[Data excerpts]
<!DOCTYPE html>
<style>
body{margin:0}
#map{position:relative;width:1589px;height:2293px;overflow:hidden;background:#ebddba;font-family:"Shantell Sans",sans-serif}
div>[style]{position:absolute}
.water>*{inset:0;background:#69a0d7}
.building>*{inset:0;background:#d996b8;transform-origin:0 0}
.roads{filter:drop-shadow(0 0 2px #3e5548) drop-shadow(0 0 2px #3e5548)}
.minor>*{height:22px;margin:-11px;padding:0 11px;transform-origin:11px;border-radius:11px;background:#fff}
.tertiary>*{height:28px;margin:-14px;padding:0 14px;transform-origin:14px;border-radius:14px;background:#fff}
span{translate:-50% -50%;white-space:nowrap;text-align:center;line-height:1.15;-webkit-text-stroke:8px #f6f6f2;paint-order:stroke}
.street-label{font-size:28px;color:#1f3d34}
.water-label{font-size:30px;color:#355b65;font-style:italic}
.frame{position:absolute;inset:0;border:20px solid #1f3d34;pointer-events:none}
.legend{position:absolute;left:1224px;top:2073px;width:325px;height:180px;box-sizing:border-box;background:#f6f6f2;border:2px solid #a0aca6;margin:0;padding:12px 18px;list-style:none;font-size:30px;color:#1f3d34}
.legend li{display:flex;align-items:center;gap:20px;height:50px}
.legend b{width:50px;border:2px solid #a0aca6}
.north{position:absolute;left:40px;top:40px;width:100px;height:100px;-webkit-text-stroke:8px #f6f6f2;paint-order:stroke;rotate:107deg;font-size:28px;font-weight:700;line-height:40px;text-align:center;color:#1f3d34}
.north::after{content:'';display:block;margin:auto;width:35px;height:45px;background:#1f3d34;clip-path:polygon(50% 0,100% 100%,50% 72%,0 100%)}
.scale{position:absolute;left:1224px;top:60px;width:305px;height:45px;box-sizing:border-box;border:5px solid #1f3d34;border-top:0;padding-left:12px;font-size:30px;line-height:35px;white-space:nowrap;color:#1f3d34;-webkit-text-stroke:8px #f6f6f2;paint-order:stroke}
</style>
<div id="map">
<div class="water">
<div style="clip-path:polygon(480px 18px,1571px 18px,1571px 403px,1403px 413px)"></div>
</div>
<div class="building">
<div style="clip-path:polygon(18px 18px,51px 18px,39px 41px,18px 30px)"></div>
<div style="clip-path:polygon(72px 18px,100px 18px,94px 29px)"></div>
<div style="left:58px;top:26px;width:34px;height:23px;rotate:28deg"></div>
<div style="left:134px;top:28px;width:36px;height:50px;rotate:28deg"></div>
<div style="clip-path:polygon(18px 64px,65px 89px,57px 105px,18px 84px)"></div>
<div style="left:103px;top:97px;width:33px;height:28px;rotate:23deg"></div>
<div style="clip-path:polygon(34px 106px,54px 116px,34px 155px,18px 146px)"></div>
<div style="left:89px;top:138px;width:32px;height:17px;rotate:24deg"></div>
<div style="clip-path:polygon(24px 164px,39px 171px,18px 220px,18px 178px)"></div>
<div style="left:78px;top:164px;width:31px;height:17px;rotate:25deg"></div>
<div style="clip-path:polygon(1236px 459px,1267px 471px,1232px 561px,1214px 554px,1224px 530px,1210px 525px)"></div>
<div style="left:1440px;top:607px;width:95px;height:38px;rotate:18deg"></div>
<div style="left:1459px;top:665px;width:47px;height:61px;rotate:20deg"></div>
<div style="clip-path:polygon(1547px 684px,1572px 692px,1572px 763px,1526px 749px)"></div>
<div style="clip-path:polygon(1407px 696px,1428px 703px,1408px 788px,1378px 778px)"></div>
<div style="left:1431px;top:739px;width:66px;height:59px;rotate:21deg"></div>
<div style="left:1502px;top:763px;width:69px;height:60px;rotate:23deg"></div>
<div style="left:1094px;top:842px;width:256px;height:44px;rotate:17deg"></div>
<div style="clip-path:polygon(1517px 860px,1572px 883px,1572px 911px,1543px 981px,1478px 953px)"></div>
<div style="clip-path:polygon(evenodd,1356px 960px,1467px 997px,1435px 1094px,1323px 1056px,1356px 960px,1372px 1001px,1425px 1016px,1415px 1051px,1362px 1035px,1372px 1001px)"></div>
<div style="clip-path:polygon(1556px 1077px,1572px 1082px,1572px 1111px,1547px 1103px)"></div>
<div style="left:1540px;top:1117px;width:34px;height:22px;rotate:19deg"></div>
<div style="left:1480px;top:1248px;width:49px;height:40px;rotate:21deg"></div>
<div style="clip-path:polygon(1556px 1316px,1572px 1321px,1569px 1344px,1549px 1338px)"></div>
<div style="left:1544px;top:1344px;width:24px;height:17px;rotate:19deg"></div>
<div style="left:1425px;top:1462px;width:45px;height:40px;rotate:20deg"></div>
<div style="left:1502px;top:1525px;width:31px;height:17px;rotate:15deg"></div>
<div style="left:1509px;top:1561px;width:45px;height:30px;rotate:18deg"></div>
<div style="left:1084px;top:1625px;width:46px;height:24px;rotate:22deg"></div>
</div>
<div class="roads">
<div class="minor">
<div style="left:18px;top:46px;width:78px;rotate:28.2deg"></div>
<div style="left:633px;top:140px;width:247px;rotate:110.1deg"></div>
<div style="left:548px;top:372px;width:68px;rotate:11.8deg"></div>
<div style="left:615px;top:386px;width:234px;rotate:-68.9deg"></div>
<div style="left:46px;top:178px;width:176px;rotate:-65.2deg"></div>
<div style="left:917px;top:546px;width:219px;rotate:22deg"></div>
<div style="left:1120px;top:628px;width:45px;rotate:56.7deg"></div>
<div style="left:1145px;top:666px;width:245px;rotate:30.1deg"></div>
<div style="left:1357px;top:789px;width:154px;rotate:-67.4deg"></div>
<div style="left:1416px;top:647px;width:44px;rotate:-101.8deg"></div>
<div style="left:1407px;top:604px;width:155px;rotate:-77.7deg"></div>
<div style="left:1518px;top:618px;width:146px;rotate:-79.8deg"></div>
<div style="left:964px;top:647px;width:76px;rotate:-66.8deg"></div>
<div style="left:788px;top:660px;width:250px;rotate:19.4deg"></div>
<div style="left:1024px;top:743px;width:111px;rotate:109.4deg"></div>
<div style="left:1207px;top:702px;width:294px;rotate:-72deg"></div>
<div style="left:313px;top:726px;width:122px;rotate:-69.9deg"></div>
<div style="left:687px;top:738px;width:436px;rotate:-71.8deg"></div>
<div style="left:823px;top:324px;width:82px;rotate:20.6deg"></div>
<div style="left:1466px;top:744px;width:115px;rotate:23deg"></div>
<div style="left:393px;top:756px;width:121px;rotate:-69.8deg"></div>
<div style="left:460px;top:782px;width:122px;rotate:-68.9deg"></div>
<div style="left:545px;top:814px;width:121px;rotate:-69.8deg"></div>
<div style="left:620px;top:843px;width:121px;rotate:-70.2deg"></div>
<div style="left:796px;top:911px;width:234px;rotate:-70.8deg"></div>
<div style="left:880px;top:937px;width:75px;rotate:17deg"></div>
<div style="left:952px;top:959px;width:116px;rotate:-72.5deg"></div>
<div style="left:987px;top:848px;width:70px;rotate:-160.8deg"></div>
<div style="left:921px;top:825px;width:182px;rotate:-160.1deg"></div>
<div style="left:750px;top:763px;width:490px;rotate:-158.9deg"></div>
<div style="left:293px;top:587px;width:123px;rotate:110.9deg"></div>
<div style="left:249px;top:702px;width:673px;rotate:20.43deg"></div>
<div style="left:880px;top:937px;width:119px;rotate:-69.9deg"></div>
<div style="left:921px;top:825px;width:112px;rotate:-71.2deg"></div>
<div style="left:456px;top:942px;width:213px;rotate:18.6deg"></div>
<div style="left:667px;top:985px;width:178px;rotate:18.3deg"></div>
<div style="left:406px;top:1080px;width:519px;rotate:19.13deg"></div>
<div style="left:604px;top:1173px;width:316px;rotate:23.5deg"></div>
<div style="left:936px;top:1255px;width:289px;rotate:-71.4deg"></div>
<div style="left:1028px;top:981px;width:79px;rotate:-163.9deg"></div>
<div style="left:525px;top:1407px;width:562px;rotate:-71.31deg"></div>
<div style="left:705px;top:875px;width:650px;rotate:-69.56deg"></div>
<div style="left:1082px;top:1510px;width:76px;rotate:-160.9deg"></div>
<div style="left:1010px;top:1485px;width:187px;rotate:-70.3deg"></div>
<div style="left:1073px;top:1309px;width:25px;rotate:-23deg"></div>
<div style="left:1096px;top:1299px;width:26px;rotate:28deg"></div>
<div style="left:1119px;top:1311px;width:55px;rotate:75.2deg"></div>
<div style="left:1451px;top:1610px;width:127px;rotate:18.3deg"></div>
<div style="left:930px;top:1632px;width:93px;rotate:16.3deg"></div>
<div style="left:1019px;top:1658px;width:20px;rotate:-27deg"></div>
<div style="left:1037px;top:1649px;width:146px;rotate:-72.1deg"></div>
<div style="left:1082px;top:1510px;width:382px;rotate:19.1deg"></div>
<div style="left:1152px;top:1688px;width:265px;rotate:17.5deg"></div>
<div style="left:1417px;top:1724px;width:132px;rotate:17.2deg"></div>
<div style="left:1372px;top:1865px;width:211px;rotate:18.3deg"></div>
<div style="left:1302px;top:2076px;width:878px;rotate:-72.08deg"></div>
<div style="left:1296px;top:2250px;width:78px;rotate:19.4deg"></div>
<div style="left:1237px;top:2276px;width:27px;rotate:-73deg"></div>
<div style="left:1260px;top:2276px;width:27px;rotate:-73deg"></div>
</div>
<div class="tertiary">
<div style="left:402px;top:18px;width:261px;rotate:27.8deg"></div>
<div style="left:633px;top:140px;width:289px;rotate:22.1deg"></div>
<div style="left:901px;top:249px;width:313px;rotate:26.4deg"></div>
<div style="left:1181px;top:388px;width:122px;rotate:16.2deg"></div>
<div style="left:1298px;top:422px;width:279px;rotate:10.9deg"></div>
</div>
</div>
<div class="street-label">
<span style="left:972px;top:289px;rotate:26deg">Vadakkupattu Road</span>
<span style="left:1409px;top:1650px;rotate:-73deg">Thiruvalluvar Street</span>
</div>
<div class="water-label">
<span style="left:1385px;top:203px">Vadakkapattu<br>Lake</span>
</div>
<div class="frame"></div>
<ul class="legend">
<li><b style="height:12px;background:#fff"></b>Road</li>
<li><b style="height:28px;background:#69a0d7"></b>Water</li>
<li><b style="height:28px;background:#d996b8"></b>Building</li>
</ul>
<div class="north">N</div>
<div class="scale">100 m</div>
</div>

-- Problem to solve --
The answer must be a verbatim transcription of the entries above, from the first line through the line that contains "2px #3e5548) drop-shadow(0", and nothing more.

-- Exercise result --
<!DOCTYPE html>
<style>
body{margin:0}
#map{position:relative;width:1589px;height:2293px;overflow:hidden;background:#ebddba;font-family:"Shantell Sans",sans-serif}
div>[style]{position:absolute}
.water>*{inset:0;background:#69a0d7}
.building>*{inset:0;background:#d996b8;transform-origin:0 0}
.roads{filter:drop-shadow(0 0 2px #3e5548) drop-shadow(0 0 2px #3e5548)}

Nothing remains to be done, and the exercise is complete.